[Stored data entries]
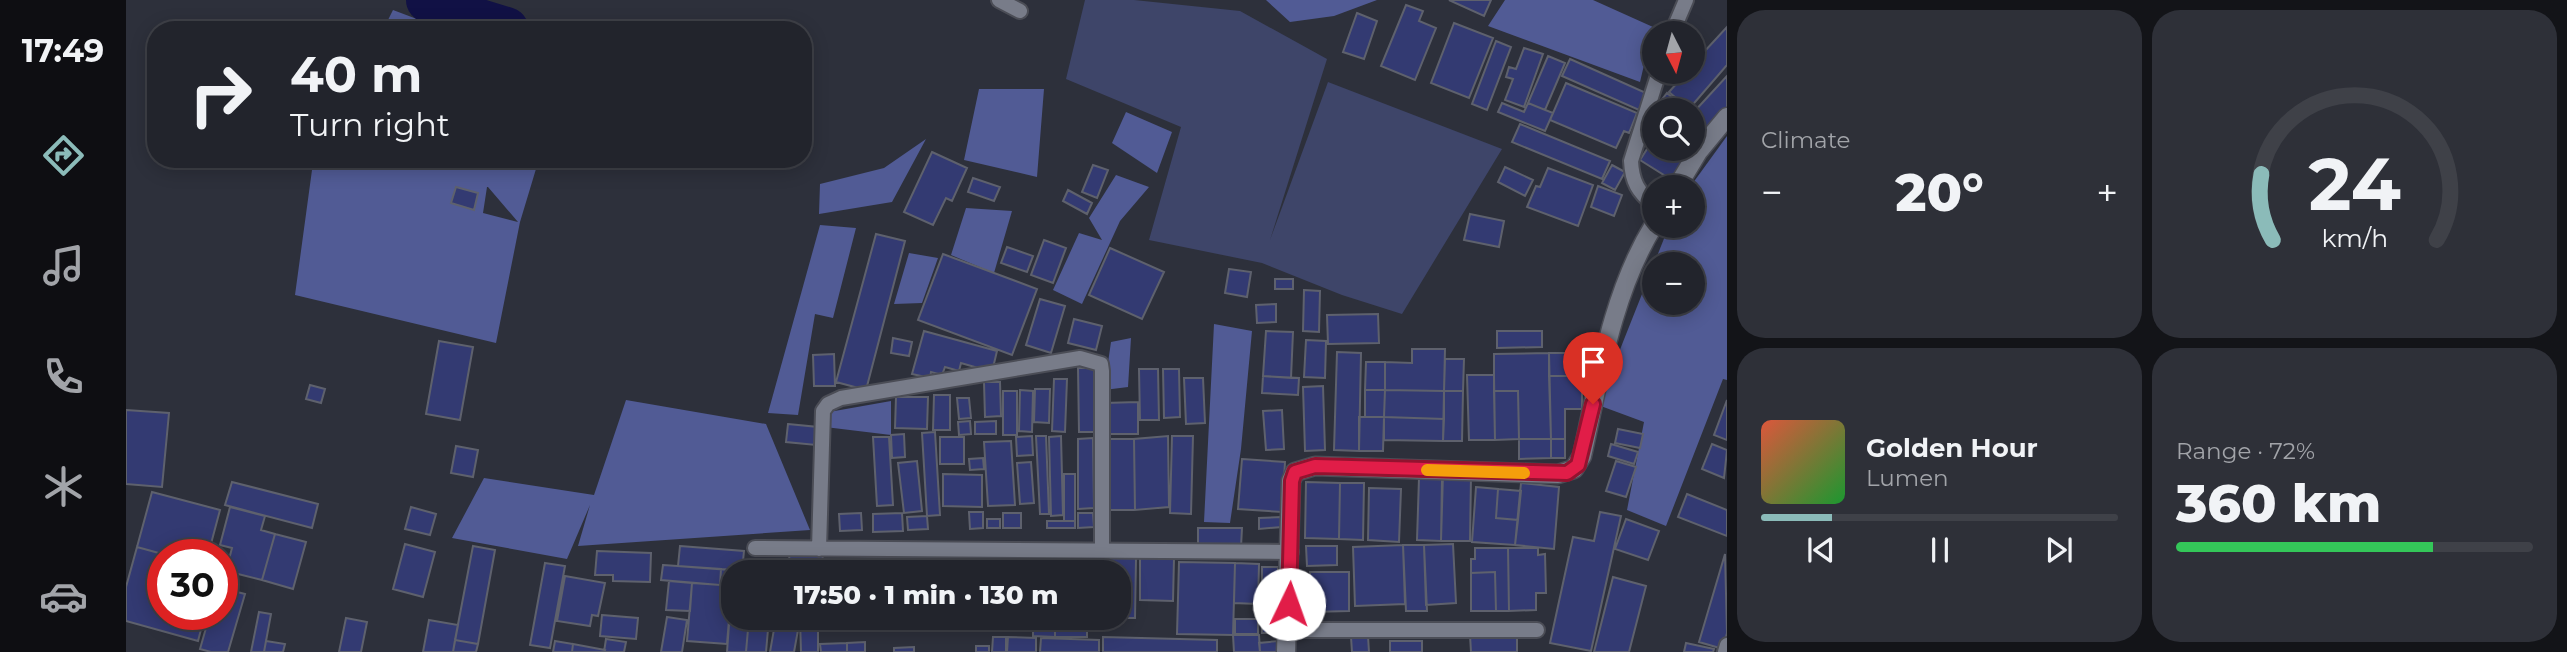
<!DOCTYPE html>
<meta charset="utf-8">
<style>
:root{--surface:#22242c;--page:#2e3038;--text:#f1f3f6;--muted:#a2a4a9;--line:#3f4148;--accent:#8bbbb9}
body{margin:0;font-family:Montserrat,sans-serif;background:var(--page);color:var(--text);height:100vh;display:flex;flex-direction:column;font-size:26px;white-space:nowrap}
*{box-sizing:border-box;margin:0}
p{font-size:23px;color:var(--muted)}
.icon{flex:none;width:38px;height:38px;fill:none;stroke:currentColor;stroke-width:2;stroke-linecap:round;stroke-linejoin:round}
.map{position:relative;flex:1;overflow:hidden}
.side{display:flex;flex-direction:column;gap:10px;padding:10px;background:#131418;width:840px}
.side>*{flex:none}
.banner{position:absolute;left:21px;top:21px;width:665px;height:147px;border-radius:28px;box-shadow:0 4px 18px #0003,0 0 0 2px var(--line);background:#22242c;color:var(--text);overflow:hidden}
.needle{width:46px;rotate:174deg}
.buttons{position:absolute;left:1516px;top:21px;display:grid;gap:14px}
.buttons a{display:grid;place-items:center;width:63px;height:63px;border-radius:50%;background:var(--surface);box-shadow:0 4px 18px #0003,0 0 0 2px var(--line);font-size:35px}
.speed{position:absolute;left:21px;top:539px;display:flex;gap:14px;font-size:35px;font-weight:700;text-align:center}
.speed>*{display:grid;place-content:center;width:91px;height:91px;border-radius:50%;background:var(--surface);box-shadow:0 4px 18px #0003,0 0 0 2px var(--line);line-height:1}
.speed .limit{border:10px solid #d22;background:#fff;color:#111}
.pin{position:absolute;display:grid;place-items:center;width:60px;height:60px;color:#fff;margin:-72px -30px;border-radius:50% 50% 50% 0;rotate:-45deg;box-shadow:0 0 7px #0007}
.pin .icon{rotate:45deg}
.me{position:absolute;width:77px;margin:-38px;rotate:3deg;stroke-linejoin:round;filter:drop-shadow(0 0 5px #0008)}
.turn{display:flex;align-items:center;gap:24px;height:147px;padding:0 28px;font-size:32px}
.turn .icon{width:91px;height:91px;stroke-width:2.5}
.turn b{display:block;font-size:49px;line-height:60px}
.big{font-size:52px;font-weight:800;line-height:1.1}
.side .card{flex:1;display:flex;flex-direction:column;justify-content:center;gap:10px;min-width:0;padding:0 24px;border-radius:28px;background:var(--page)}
.side .dial{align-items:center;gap:0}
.dial svg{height:182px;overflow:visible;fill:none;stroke:var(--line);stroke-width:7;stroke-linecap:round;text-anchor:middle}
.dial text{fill:var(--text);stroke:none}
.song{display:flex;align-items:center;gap:21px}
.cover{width:84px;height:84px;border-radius:10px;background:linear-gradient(135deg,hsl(10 70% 55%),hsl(130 70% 35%))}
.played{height:7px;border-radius:4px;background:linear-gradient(90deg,var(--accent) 20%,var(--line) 20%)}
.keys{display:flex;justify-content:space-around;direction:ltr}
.heat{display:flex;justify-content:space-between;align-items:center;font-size:38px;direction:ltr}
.charge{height:10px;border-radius:5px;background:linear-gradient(90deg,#34c759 72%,var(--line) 0)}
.side .tiles{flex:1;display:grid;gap:10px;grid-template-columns:repeat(2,1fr)}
.trip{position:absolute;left:595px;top:560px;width:410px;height:70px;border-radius:28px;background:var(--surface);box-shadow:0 4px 18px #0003,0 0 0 2px var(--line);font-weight:800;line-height:70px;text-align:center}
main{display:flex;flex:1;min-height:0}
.tab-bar{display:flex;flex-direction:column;width:126px;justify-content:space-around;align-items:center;background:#0e0e12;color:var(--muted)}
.tab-bar .icon{width:49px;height:49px}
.tab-bar .active{color:var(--accent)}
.tab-bar b{font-size:32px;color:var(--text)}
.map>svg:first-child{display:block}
.green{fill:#3e4569}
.forest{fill:#515b95;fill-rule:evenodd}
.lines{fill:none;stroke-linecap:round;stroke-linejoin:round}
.river{stroke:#111145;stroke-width:46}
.building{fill:#333a72;stroke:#5e616d;stroke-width:2}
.service-casing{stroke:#4b4d56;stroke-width:18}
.minor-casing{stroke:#4b4d56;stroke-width:21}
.service{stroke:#787c89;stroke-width:14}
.minor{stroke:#787c89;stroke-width:18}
.route-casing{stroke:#92132f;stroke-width:18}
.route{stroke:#e11d48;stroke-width:12}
.slow{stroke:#f59e0b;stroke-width:12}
</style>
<main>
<nav class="tab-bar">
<b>17:49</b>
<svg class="icon active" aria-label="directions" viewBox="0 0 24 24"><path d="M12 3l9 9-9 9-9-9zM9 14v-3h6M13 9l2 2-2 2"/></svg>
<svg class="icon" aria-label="music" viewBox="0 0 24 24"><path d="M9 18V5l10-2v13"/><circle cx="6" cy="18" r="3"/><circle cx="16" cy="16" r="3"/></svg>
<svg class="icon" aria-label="phone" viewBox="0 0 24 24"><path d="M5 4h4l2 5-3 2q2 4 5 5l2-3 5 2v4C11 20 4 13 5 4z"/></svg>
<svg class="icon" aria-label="climate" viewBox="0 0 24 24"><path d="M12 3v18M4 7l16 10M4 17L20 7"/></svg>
<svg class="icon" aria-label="car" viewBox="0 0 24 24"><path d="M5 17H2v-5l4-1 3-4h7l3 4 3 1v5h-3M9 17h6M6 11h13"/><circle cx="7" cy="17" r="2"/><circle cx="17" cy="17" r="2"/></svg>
</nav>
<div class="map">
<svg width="1601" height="652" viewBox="0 0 1601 652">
<rect width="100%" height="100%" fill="#2d303b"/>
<path class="green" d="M959 0H1008L1114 11 1201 59 1144 240 1202 82 1376 149 1276 314 1216 295 1136 263 1023 240 1055 127 940 79Z"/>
<path class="forest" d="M1140 0H1251L1208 16 1164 22Z
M1379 0H1467L1527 27 1514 82 1362 26Z
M267 10 320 30H257Z
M853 89H918L911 177 838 160Z
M1000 112 1046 132 1031 173 986 143Z
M1601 136V380L1597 379 1540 526 1501 510 1518 422 1472 405 1543 226H1566V187H1564ZM1528 264H1566V303H1528Z
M800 139 766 202 693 214 694 184 758 168Z
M191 159H413L394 222 370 343 169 295 186 170ZM361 187H362L392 222 357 213Z
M990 175 1023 187 994 221 956 304 927 290 953 233 976 240 963 218Z
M840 208 886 211 868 273 825 255Z
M694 225 730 228 707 318 689 314 672 415 642 413Z
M783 253 812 258 796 303 768 304Z
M1088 324 1126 331 1115 449 1104 523 1078 522Z
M1005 338 1002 387 978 390 985 342Z
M500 400 640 424 684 530 452 546 464 505 441 559 326 538 358 478 468 495Z
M765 401V435L699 427 703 412Z"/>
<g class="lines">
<path class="river" d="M303 0 334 16 380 30"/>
</g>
<path class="building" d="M1323 0H1365L1358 16Z
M1280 5 1297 11 1293 21 1310 28 1289 80 1255 66Z
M1231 13 1251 21 1238 59 1217 52Z
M1328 23 1367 38 1343 98 1305 83Z
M1601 27V65L1563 109 1543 92 1561 72H1566V65Z
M1370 41 1385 47 1361 110 1346 104Z
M1398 48 1417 54 1398 107 1379 100 1387 79 1380 77 1383 67 1390 69Z
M1422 56 1439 63 1419 110 1402 103Z
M1444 59 1520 93 1513 110 1436 76Z
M1601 76V110L1573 143 1566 138V114Z
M1440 83 1511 113 1503 133 1498 131 1490 148 1424 120Z
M1541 93 1561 110H1534L1530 107Z
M1376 103 1398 112 1402 103 1427 113 1419 131 1372 112Z
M1527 121 1528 149H1565L1546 180 1514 160 1523 146 1515 141Z
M1394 124 1484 161 1476 179 1386 142Z
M806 152 841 168 826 201 820 198 807 225 778 212Z
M967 165 982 170 971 198 956 192Z
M1486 165 1499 172 1489 190 1476 183Z
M1379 167 1407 180 1399 196 1372 182Z
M1422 168 1467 185 1452 226 1401 207 1410 186 1414 187Z
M847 178 874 187 868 201 842 192Z
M1472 186 1496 195 1488 216 1465 207Z
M330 187 352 193 348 210 325 203Z
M942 190 966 203 961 214 937 201Z
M1344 214 1378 221 1373 247 1338 240Z
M750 234 779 241 740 390 710 382Z
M918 240 940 248 927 283 905 275Z
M881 247 907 256 901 272 875 263Z
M984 248 1038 272 1016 319 963 295Z
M817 254 911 289 886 355 792 320Z
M1103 269 1125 272 1121 297 1099 293Z
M1149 279H1167V289H1149Z
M1178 290 1194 291 1193 332 1177 331Z
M914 299 939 306 925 353 900 345Z
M1150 304V322L1131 323 1130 305Z
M1252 314 1253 343 1202 344 1201 315Z
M948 319 976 326 970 350 942 343Z
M798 331 871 351 866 372 835 363 833 371 819 367 816 375 805 372 804 378 786 374Z
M1140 331 1167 332 1165 378 1137 376Z
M1371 331H1416V347L1371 348Z
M767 338 786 342 783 356 765 353Z
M1180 340 1200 341 1199 378 1178 377Z
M313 341 347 347 334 420 300 414Z
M1286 349H1319L1318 391 1259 390V362L1286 363Z
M1211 352 1235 353 1233 451 1208 450Z
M1423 353H1455L1456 376H1423Z
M1423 353 1425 439H1393L1392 391H1368V354Z
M708 354 709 386H688L687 355Z
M1319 359H1338L1337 391H1318Z
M1240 362H1259V390H1239Z
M952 368H970L971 432H953Z
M1013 369H1032L1033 420H1014Z
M1037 369H1053L1054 417 1038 418Z
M1341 375H1368L1369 440H1343Z
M1137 376 1173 378 1172 395 1136 393Z
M1423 376H1456V409H1439V439H1425Z
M1058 378H1077L1079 423 1060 424Z
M928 379H941L939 432 926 431Z
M858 382H874L875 416 859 417Z
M184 385 199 389 195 403 180 399Z
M1197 386 1199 450 1179 451 1177 387Z
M909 389H924L923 423 908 422Z
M894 390 907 391 906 432 893 431Z
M1239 390H1259L1258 417H1239Z
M1259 390 1318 391V419L1258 417Z
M877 391H891V435H877Z
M1318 391H1337L1336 441H1317Z
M1368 391H1392L1393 439 1369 440Z
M808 395H824V430H807Z
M770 397H802L801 429 769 428Z
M831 398H843L845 418 833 419Z
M1601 400V440L1588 435Z
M1012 402V434H978V403Z
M0 410 43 413 36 487 0 484Z
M1156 410 1158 449 1140 450 1137 411Z
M1233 417H1258L1257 451H1233Z
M1258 417 1318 419 1317 441 1258 440Z
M844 421 845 434 833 435 832 422Z
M870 421V434H849V422Z
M662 424 692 427 690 445 660 442Z
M1492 429 1517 434 1514 448 1489 443Z
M809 432 814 515 801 516 796 433Z
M778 434 779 457 766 458 765 435Z
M906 436 907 455 891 456 890 437Z
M910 436H920L923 514H914Z
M935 436 937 515 925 516 923 437Z
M1042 436 1043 507 1009 510 1008 439Z
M1046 436H1067L1065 514 1044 513Z
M747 437H763L767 505 751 506Z
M814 437H838V464H814Z
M967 438 968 508 952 509V439Z
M982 439H1008L1009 510H984Z
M1393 439H1425V458L1393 459Z
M1425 439H1439V458H1425Z
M885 441 889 505 862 506 858 442Z
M1485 444 1512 452 1508 464 1482 456Z
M1586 444 1601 450 1598 478 1576 469Z
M330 446 352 450 347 477 325 473Z
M857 458 858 469 844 470 843 459Z
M1116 459 1159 462 1156 512 1112 509Z
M791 461 796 511 778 513 772 463Z
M1490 461 1510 467 1500 497 1480 491Z
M905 462 908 503 894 504 891 463Z
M817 474 856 475V507L817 506Z
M938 474H949V521H938Z
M1317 474 1345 475 1344 541H1315Z
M1293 478H1316L1315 541 1291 540Z
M106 482 192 504 186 528 99 505Z
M1180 482 1214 483 1213 539 1179 538Z
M1214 483H1238L1237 540 1213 539Z
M1395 483 1433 487 1428 549 1389 545Z
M1350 487 1372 489 1370 518 1392 520 1389 545 1346 542Z
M1243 488 1275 489 1273 542 1242 540Z
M1372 489 1395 491 1392 520 1370 518Z
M26 492 94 510 82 555H40L11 547Z
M1561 494 1601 510V536L1552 517Z
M104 507 139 516 135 530 149 534 136 580 100 571 106 548 94 545Z
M285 507 310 514 304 535 279 529Z
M843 512H857V528L844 529Z
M1474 512 1495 516 1465 651 1424 643 1447 537 1468 541Z
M735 513 736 530 714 531 713 514Z
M776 513 777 531 747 532V514Z
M877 513H895V528H877Z
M952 513H967L968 527 952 528Z
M801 516 802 529 782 530 781 517Z
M1155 517 1156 527 1133 529V518Z
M861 519H874V528H861Z
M1500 519 1533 531 1522 560 1489 549Z
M921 521H949V528H921Z
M1072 528H1116L1115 547H1072Z
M149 534 180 542 167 589 136 580Z
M279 544 309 552 297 597 267 589Z
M1327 544 1330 603 1300 605 1298 545Z
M1277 545 1279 604 1229 606 1227 547Z
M1277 545H1298L1301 611H1280Z
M347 546 369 550 352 644 329 640Z
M554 546 618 551 616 571 552 566Z
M1180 546H1211V565L1181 566Z
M11 547 40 555H37V614H79L72 641 0 621V587Z
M1349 548H1382L1383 611H1370L1369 572 1345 573V559H1349Z
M1382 548H1412V555L1419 554 1420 593H1410V610L1383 611Z
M471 551 525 553 524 582 487 581V575H469Z
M664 551 697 554 695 572H638L639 559 663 560Z
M1599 554 1601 633 1597 649 1573 642Z
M1014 557 1048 558 1047 601 1014 600Z
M761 558V572H732L731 559Z
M908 558H930V572H907Z
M930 558H962V572H930Z
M978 558H1010L1009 618H992V572H978Z
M885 561V572H848L847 563Z
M1053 562 1109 563 1107 635 1051 634Z
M419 563 439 566 424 648 404 645Z
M1109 563 1133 564 1132 604 1108 603Z
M537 565 595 569 594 585 535 580Z
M1136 567H1152V633H1136Z
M595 569 607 570 601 644 561 641 566 583 594 585Z
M607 570 626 572H607V618H623L620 652H601Z
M1184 572H1223V611L1184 612Z
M1369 572 1370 611H1345V573Z
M439 576 479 583 472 616 466 615 464 626 431 621Z
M1487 577 1520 586 1503 652H1468Z
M543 581 566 583 564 611 540 610Z
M96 588 119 594 102 652H85L74 649 84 614H96Z
M133 612 145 614 138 652H125Z
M476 615 512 618 510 639 474 636Z
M541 617 561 620 556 652H535Z
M220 618 241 622 235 652H213Z
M623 618H643L640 652H620Z
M650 618 674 619 668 652H644Z
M674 618H692V652H675Z
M782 618H801L802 630 782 631Z
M801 618H822V630H802Z
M850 618H887L888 627 851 629Z
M907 618H929V637L907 636Z
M929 618H961V637H929Z
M1109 619H1132V634H1109Z
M303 620 332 625 327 652H297Z
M1107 635H1133L1134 652H1108Z
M1344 635H1391V652H1345Z
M1242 636 1243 652H1226L1225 637Z
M867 637H880V652H866Z
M882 637 910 638V652H881Z
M977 637 1091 640V652H977Z
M915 638 973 640V652H914Z
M480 639 500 642 498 652H478Z
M329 640 352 644 350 652H327Z
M140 641 159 644 157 652H138Z
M429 641 447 644 446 652H427Z
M1152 641 1153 652H1134L1133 643Z
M1264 641H1296V652H1264Z
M739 642V652H721V643Z
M721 643V652H695L694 644Z
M1560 643 1588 649 1587 652H1558Z
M447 644 479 650 478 652H446Z
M850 646H863V652H850Z
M788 647V652H768V648Z"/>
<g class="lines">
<g class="service-casing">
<path id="service" d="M873 0 894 11
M1546 33 1560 0
M1528 205C1512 192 1506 182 1505 161L1533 72
M629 548 1165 552
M693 549 697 411 702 404 715 398 954 358 975 364 976 371V549
M1162 630H1411
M1599 652 1601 645"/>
</g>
<g class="minor-casing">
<path id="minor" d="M1551 187 1572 152 1601 117
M1160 652 1165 481 1169 472 1189 466 1432 474 1448 469 1456 456C1473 379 1486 293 1528 225"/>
</g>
<use href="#service" class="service"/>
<use href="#minor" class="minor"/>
</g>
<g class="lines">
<g class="route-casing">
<path id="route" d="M1163 604 1166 481 1169 472 1189 466 1441 473 1452 465 1467 404"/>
</g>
<use href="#route" class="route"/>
<path class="slow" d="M1301 470 1398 473"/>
</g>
</svg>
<div class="buttons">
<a><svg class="needle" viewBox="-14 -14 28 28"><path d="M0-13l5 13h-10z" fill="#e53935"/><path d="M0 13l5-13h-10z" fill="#a2a4a9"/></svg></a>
<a><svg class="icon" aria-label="search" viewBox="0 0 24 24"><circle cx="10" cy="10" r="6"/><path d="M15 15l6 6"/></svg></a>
<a>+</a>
<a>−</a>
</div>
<div class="speed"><div class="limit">30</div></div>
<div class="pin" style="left:1467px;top:404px;background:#d93025"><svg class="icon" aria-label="arrive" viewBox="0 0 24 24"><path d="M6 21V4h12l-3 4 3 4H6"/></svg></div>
<svg class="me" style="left:1163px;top:604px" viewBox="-20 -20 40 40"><circle r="19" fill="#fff"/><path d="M0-13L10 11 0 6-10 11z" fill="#e11d48"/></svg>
<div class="trip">17:50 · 1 min · 130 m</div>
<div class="banner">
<div class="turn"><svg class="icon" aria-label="right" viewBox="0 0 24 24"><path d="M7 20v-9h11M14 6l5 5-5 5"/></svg><div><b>40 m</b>Turn right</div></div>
</div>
</div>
<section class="side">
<div class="tiles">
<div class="card"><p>Climate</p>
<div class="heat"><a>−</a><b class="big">20°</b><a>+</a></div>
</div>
<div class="card dial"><svg viewBox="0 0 100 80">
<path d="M14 69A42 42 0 1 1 86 69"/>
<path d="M14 69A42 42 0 0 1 9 40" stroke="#8bbbb9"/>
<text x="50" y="56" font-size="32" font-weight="700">24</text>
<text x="50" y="72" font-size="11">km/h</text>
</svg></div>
<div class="card">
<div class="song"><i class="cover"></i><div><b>Golden Hour</b><p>Lumen</p></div></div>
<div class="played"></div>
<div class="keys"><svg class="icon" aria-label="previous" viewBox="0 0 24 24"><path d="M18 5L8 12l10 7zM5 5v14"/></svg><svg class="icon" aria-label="pause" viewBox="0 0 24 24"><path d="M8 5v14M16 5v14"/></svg><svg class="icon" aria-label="next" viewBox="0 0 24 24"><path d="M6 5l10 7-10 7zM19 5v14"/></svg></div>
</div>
<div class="card"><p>Range · 72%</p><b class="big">360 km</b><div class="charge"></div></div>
</div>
</section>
</main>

THE PROBLEM: Looking at the records above, work out how many lines include the string "rotate". Give the number and nothing else.

TASK SOLUTION: 4